In rural Alaska, Homer Electric Association installed a 46.5 MW/93 MWh BESS in 2022 to boost reliability in a remote coastal area served by a single 115-kV transmission line. An outage on that line can cost the association upwards of $20,000 per day in added fuel costs, HEA executives said at the time. In 2024, HEA got a $100 million U.S. Department of Agriculture loan to add another 45 MW/180 MWh BESS nearby.
Several hundred miles north, near Fairbanks, the Golden Valley Electric Association will use its own $100 million USDA loan for two cold-hardened 46 MW/92 MWh BESS units that it says will boost reliability, reduce fuel costs and provide spinning reserve service.
In March, the Hawai’i Public Utilities Commission approved a 43 MW/172 MWh solar-plus-storage project that will cover nearly 20% of Kaua‘i Island Utility Cooperative’s load. KIUC says the project will significantly reduce its fuel costs, saving the cooperative and its members an estimated $365 million over 25 years — up to $21 per month for the average residential customer.
In North Carolina, Tideland EMC operates a nearly 10-year-old microgrid that pairs a 3-MW diesel generator with a 1-MWh battery and a small solar array to back up storm-prone Ocracoke Island’s mainland grid connection.

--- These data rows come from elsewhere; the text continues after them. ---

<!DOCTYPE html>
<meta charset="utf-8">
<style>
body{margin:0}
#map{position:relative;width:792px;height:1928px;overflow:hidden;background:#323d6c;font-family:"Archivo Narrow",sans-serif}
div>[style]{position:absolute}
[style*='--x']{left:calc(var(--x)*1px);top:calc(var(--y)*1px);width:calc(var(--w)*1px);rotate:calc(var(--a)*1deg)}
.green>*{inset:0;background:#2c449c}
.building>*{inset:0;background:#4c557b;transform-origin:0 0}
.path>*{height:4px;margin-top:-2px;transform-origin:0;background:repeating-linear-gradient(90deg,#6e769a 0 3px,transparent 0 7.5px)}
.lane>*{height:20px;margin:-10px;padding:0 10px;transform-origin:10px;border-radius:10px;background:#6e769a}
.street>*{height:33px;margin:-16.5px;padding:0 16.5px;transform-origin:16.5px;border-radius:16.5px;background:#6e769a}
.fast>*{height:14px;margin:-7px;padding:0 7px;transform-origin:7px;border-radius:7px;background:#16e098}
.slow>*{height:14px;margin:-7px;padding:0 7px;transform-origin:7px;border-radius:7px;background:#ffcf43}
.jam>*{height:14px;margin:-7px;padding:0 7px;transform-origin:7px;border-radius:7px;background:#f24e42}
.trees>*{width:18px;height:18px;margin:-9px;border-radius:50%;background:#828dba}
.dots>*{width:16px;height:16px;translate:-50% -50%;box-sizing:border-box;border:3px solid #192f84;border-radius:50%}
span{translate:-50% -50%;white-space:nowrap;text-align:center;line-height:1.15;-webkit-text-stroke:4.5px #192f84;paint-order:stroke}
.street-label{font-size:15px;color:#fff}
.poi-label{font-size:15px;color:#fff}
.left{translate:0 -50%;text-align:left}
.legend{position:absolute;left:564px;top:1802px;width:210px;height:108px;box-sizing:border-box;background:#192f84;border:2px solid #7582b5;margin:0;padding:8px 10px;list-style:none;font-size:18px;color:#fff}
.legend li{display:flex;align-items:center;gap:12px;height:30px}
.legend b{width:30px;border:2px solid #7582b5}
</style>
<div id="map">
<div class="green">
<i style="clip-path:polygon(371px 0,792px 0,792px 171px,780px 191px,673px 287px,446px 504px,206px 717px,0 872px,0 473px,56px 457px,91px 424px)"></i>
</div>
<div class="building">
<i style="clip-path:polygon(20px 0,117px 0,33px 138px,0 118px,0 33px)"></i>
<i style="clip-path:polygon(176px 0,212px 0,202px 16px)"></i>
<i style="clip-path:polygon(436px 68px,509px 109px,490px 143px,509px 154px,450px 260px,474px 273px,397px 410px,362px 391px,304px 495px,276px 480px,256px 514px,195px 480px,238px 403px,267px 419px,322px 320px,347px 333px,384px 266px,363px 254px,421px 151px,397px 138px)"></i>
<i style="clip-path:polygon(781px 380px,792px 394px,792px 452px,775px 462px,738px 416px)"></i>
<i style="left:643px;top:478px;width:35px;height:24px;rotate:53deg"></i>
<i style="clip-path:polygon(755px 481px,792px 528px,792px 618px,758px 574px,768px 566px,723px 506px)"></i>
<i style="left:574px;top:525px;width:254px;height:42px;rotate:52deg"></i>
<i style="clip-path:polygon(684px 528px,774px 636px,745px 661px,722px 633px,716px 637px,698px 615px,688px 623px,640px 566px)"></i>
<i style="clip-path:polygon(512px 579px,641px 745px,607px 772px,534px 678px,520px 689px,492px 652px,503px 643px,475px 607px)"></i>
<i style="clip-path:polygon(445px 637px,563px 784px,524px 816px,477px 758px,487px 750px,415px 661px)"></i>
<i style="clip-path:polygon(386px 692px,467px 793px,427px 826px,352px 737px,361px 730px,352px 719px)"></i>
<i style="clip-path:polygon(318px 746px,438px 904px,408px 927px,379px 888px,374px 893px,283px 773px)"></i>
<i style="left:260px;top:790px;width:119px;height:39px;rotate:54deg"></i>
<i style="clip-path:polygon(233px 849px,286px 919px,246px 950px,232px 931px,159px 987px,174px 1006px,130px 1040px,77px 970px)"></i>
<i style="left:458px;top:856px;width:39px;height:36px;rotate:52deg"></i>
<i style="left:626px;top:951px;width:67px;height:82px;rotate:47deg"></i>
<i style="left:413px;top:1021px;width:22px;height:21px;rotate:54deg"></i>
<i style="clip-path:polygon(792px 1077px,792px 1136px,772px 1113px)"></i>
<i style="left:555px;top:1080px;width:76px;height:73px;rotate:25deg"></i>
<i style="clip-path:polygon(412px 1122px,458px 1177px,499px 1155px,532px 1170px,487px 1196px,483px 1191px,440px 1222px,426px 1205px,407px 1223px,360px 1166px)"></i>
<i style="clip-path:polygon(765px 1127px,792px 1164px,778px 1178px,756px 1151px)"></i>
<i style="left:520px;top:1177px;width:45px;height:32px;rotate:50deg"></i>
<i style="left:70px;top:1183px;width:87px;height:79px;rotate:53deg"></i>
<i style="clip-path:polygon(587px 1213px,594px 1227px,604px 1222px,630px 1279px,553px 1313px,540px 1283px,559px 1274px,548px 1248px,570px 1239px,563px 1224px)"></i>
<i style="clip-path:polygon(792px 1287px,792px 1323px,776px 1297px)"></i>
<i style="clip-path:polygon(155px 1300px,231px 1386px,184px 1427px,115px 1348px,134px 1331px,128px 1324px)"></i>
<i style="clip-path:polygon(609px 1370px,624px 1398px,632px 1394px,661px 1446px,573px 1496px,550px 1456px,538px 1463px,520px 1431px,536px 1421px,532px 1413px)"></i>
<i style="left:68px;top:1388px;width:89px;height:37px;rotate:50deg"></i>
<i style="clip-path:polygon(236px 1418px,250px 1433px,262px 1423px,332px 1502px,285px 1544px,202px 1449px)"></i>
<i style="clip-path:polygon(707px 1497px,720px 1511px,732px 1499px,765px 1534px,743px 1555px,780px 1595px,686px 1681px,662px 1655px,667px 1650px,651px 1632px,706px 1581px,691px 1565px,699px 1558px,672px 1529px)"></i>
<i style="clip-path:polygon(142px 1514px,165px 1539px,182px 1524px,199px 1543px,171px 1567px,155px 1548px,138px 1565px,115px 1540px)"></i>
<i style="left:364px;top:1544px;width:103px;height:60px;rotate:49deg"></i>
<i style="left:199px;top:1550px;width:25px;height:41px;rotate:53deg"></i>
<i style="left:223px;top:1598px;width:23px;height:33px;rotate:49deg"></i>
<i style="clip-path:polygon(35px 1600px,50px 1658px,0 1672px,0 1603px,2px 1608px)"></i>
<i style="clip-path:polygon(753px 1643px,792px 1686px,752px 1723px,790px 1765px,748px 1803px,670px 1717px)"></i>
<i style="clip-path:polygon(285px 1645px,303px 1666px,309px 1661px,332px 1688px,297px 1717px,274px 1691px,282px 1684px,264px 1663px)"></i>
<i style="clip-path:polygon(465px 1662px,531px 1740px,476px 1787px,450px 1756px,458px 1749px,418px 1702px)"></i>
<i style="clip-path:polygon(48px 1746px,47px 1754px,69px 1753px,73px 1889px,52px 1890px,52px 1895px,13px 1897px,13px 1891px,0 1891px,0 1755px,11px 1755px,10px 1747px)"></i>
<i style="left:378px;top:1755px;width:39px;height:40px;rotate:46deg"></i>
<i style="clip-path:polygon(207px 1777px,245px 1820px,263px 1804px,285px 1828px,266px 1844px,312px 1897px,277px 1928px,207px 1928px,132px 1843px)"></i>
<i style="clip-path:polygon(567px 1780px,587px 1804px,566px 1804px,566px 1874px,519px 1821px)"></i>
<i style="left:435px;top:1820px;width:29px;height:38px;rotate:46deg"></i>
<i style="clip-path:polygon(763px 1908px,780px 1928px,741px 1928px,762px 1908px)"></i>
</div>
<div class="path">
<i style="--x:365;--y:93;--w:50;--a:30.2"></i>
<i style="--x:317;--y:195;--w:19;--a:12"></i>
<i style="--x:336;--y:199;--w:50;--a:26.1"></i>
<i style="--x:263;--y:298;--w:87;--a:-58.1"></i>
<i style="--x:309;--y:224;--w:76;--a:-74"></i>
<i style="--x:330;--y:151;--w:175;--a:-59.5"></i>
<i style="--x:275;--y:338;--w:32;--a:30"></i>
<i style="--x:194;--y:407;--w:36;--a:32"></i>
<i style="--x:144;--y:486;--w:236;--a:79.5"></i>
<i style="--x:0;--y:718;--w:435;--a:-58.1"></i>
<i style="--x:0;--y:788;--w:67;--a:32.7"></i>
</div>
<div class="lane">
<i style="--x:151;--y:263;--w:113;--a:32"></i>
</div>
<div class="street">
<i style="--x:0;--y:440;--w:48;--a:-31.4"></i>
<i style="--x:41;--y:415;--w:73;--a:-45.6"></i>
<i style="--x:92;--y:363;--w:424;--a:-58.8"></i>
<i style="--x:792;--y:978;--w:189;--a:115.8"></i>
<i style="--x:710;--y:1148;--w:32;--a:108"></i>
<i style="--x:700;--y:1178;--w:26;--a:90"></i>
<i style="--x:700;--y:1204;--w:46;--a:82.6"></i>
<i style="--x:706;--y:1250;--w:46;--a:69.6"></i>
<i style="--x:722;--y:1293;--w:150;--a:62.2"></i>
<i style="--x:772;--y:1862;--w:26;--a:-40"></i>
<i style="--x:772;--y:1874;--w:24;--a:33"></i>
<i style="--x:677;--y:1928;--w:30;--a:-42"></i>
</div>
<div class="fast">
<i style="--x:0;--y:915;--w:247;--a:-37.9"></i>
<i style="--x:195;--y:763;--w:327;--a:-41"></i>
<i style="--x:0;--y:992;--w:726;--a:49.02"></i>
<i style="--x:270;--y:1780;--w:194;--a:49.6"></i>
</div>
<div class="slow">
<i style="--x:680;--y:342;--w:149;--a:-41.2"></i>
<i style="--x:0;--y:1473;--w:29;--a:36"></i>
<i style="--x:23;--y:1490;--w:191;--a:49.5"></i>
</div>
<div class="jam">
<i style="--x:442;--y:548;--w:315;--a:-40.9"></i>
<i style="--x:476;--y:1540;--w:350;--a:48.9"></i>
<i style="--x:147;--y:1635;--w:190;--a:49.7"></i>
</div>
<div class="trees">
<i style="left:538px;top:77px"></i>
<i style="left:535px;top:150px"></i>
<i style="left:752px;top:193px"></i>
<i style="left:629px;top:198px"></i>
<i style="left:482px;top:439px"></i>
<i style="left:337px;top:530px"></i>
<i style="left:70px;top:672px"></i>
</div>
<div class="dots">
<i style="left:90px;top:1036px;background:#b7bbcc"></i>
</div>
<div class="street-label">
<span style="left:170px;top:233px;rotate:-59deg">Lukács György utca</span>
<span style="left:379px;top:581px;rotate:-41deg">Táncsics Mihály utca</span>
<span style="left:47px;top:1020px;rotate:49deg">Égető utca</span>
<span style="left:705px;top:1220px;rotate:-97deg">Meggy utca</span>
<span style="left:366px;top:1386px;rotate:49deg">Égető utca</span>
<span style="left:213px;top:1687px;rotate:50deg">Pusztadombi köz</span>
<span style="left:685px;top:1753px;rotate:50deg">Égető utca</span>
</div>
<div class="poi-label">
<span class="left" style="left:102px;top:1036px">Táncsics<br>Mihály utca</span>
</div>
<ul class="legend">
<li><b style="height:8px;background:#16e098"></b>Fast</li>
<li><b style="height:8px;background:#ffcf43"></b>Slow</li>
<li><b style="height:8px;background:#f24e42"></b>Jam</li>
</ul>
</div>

And Nevada’s Valley Electric Association plans to add two BESS arrays to its sparsely populated territory northwest of Las Vegas: a 35-MW bulk installation that will help mitigate power costs and integrate renewable energy, and a 2-MW solar-plus-storage facility in a remote valley community whose sole grid connection is vulnerable to wildfire-related public safety power shutoffs.
Energy storage also offers clear value for not-for-profit utilities in more populous areas with robust transmission connections, including for the entities that own the transmission assets themselves.
For example, the Tennessee Valley Authority, the country’s largest public power entity, aims to add 1.5 GW of energy storage capacity by 2029, starting with a 200 MW/800 MWh deployment in Alabama.
Larger distribution cooperatives also see the value in bigger energy storage installations that provide critical capacity and help avoid potentially costly system upgrades.
Connexus Energy, which has about 150,000 members across east-central Minnesota, built the state’s first megawatt-scale grid batteries in 2018. Those early systems, totaling 15 MW/30 MWh of storage capacity, initially charged off colocated solar but now draw from the grid as well, Tessa Haagenson, Connexus vice president of power supply, told Utility Dive.
So does a 2.5 MW/10 MWh standalone battery installed in 2025 at a substation in a congested part of Connexus’s grid. The system boosts reliability in the area without requiring a larger transformer, saving members money and avoiding a disruptive upgrade process, Connexus says.
And because it’s registered with MISO as a capacity asset, the battery system “can capture additional wholesale market value streams through accredited capacity and strategic dispatch during high price periods,” Haagenson said.